The goal of this project was to accurately predict the number of daily COVID-19 cases across different counties in Michigan using machine learning models. Accurate predictions would allow public health officials to better allocate resources and plan pandemic response measures.
For this project, I've used a variety of datasets to predict the number of COVID-19 cases for various counties in the state of Michigan. The datasets include
- counties.csv, which contains the list of counties in Michigan, along with locations of their nearby weather stations.

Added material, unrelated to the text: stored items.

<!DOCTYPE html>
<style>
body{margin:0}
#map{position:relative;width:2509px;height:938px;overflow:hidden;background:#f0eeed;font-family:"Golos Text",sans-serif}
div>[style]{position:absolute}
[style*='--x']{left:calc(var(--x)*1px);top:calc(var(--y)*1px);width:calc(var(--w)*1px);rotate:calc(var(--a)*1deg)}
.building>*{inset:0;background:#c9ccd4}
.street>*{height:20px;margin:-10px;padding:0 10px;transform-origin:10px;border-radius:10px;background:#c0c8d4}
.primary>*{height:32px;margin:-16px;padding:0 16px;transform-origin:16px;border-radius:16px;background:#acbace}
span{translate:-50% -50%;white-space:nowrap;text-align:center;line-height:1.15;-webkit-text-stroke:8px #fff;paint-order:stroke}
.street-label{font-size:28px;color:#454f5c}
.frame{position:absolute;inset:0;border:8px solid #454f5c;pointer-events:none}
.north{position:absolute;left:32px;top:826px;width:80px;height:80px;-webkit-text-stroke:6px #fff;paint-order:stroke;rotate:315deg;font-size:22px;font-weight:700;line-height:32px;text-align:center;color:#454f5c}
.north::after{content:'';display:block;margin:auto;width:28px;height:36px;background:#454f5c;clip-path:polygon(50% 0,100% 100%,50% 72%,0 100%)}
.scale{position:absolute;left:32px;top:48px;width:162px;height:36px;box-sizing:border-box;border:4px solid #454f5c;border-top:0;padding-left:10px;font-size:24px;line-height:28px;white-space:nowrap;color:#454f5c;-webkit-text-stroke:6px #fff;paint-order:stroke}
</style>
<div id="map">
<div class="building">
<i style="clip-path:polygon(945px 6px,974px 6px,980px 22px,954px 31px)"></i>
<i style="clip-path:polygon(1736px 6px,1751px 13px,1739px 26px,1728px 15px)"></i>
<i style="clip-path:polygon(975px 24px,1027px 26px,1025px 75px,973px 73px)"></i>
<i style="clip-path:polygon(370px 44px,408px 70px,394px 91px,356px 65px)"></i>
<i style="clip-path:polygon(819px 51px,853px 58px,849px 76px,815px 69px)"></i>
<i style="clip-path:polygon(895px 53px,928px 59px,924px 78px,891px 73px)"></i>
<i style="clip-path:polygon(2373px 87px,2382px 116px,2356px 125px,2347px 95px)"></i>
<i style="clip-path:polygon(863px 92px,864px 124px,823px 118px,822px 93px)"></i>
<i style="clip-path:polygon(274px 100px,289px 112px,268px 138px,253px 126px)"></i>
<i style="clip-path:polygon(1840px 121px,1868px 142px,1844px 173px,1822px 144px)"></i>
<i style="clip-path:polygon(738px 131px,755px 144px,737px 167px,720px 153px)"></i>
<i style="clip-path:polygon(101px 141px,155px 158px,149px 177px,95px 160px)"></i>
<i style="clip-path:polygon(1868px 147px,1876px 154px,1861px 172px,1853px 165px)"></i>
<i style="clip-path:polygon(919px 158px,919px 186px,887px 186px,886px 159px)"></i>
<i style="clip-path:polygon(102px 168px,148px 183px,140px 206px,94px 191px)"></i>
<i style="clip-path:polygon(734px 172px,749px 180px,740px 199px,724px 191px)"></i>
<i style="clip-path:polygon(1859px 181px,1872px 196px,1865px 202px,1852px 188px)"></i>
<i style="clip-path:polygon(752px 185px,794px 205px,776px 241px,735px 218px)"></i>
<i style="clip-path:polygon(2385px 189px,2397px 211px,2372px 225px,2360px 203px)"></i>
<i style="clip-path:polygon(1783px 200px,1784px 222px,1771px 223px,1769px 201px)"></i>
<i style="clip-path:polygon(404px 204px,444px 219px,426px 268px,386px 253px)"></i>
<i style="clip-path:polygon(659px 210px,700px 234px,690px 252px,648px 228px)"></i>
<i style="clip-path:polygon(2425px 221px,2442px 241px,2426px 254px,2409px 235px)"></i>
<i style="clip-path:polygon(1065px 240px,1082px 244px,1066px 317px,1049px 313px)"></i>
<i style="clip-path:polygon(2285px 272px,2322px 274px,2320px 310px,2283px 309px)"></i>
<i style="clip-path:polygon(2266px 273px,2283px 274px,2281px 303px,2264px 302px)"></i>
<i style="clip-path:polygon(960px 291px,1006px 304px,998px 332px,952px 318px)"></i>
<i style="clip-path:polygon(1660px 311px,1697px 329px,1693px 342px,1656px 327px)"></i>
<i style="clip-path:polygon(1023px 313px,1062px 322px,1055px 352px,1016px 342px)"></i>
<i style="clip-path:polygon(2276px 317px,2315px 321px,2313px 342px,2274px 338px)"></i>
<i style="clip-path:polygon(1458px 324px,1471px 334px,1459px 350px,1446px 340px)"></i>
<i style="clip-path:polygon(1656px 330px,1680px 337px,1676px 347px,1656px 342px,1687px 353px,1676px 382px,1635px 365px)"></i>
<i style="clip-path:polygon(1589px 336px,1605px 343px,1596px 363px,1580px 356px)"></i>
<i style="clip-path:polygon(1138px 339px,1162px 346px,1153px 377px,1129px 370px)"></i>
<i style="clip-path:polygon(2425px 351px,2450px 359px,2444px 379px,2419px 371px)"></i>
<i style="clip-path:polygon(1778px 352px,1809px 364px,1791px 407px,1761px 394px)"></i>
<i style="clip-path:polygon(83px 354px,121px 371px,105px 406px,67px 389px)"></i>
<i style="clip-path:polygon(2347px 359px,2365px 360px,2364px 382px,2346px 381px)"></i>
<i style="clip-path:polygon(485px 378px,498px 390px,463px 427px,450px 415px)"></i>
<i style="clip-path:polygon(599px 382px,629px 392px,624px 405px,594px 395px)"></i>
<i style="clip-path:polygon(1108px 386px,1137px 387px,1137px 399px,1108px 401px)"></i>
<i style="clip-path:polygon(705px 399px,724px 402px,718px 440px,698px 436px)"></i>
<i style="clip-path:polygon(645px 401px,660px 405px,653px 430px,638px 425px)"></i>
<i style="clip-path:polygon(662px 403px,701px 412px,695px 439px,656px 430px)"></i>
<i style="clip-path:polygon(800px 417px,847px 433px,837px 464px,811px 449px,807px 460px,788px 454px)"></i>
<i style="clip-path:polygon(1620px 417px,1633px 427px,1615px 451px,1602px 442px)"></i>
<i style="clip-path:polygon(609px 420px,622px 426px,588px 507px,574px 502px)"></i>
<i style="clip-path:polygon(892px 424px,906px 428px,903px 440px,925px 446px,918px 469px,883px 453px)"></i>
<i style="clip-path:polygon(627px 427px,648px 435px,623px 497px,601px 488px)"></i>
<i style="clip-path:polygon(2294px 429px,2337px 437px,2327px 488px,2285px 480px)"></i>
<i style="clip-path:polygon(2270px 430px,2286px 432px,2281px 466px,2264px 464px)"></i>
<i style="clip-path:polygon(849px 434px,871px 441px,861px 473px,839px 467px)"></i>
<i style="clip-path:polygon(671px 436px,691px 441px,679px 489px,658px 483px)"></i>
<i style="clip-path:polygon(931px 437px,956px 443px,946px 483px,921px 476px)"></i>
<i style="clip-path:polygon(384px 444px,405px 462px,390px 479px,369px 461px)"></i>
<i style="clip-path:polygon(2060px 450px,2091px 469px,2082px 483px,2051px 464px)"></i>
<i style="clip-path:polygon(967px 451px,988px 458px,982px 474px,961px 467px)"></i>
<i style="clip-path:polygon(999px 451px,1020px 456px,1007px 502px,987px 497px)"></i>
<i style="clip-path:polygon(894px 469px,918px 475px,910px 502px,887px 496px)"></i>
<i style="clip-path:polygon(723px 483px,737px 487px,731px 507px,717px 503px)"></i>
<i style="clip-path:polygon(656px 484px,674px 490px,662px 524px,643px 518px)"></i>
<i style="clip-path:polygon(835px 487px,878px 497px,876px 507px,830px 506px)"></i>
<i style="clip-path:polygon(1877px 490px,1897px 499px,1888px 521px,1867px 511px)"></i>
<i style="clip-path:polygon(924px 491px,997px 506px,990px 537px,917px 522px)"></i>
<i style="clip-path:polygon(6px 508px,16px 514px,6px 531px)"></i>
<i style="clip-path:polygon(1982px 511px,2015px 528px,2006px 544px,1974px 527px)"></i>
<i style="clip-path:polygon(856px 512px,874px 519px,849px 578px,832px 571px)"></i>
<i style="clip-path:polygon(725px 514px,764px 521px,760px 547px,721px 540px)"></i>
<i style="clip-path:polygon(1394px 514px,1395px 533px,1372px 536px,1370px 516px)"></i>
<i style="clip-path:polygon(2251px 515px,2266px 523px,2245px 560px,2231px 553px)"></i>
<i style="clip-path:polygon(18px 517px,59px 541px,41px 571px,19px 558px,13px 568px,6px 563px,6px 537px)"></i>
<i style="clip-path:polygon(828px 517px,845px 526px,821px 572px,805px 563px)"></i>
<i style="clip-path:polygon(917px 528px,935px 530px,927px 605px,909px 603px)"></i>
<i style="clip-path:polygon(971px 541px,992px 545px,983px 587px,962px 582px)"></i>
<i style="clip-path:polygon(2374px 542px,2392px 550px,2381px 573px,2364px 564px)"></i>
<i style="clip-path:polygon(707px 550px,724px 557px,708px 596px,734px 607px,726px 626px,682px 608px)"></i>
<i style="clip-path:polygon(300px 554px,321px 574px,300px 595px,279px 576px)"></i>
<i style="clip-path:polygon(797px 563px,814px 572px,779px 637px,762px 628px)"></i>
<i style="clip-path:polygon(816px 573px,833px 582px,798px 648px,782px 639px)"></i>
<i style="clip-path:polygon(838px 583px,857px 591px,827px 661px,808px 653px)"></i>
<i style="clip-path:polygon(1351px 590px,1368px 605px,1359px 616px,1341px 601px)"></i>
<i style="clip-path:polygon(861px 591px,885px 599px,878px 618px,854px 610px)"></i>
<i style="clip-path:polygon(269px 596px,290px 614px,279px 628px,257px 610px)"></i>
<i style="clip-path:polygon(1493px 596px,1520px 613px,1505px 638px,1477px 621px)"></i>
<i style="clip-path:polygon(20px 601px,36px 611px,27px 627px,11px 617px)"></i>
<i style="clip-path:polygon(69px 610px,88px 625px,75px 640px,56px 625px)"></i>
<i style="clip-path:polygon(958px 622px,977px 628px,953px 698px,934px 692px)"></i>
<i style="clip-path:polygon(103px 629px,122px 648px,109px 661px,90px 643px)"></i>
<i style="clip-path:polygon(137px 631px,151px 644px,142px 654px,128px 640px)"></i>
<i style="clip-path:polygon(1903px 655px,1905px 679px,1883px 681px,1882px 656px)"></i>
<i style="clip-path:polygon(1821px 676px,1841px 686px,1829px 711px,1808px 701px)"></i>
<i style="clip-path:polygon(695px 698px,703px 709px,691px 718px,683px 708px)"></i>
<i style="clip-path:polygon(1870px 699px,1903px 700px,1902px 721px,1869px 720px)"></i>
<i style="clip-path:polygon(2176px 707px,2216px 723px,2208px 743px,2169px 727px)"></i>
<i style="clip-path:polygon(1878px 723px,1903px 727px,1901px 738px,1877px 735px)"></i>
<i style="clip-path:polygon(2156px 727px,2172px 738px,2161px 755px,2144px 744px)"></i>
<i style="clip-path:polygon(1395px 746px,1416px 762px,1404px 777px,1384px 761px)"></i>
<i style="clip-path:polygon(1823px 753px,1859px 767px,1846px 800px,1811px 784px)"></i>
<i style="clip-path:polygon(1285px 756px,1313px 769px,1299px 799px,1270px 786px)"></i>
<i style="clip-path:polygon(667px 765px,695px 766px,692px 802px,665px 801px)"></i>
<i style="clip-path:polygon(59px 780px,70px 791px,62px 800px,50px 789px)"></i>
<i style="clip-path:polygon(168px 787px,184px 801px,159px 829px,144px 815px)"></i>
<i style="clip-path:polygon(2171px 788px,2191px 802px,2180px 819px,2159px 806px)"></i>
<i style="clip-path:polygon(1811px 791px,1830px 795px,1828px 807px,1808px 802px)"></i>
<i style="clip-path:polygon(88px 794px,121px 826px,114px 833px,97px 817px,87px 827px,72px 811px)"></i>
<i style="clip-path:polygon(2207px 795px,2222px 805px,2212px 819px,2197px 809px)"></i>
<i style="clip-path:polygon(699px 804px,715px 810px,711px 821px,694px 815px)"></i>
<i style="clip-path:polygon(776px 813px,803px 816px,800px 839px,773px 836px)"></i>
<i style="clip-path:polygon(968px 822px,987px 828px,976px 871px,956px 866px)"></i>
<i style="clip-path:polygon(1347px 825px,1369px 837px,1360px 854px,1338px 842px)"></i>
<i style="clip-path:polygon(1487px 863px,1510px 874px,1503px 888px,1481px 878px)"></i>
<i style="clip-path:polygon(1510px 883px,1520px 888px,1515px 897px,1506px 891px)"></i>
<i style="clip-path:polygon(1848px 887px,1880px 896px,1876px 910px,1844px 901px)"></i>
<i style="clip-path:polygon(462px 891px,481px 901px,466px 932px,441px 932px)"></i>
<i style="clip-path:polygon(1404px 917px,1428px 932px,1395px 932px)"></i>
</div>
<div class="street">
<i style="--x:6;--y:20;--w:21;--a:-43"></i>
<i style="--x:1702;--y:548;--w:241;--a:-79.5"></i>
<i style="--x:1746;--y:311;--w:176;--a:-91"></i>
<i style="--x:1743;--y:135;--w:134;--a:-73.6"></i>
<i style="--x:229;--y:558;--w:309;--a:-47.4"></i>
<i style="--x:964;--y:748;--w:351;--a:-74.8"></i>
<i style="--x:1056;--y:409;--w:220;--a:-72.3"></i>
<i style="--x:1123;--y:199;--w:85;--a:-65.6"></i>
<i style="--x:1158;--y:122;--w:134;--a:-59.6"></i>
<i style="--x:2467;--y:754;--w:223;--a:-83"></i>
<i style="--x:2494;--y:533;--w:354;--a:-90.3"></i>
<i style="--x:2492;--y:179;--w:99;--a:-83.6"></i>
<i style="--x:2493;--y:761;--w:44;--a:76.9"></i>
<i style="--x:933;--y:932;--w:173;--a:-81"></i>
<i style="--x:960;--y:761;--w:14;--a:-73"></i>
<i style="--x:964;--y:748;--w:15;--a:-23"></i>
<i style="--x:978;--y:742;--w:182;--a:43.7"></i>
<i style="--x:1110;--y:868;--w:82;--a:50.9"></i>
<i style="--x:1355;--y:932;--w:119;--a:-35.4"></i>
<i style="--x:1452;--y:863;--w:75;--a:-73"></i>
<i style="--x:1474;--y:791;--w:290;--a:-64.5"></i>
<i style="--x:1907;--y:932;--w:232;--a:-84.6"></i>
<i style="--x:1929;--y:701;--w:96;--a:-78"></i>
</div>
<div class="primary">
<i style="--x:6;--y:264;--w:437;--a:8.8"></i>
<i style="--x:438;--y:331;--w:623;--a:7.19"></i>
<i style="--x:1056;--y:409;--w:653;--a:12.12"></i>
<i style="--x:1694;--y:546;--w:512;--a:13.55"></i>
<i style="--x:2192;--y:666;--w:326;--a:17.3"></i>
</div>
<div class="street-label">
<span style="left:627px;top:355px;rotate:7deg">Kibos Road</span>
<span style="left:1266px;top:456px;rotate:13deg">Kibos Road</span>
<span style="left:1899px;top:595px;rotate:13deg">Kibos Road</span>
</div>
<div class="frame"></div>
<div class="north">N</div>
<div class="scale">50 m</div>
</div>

- michigan.csv, which contains the daily covid-19 cases reported for each county in Michigan, downloaded from https://www.michigan.gov/documents/coronavirus/Cases_and_Deaths_by_County_and_by_Date_of_Symptom_Onset_or_by_Date_of_Death2021-10-20_738873_7.xlsx
- mobility.csv, which contains the Apple mobility trends report downloaded from https://covid19.apple.com/mobility.
- weather.csv. which contains daily weather data downloaded from https://www.ncdc.noaa.gov/cdo-web/search?datasetid=GHCND
The data was preprocessed to handle missing values, smooth noise in case count time series data, align different data sources by date, normalize features, and split into train/validation/test sets.
Several models were developed and evaluated:
- Multi-Linear Regression: to model linear relationships between weather, mobility, and cases
- MLP Regressor: a neural network to uncover complex non-linear relationships
- Gaussian Mixture Model Clustering: to cluster counties by case patterns
The models were trained on historical data and tuned using cross-validation.
The models were evaluated on held-out test data using root mean squared error (RMSE). The best model (MLP Regressor) obtained an average RMSE of 4 cases across all counties.
In summary, the machine learning models were able to leverage detailed data to make accurate county-level case predictions to assist public health decision-making for pandemic planning and response.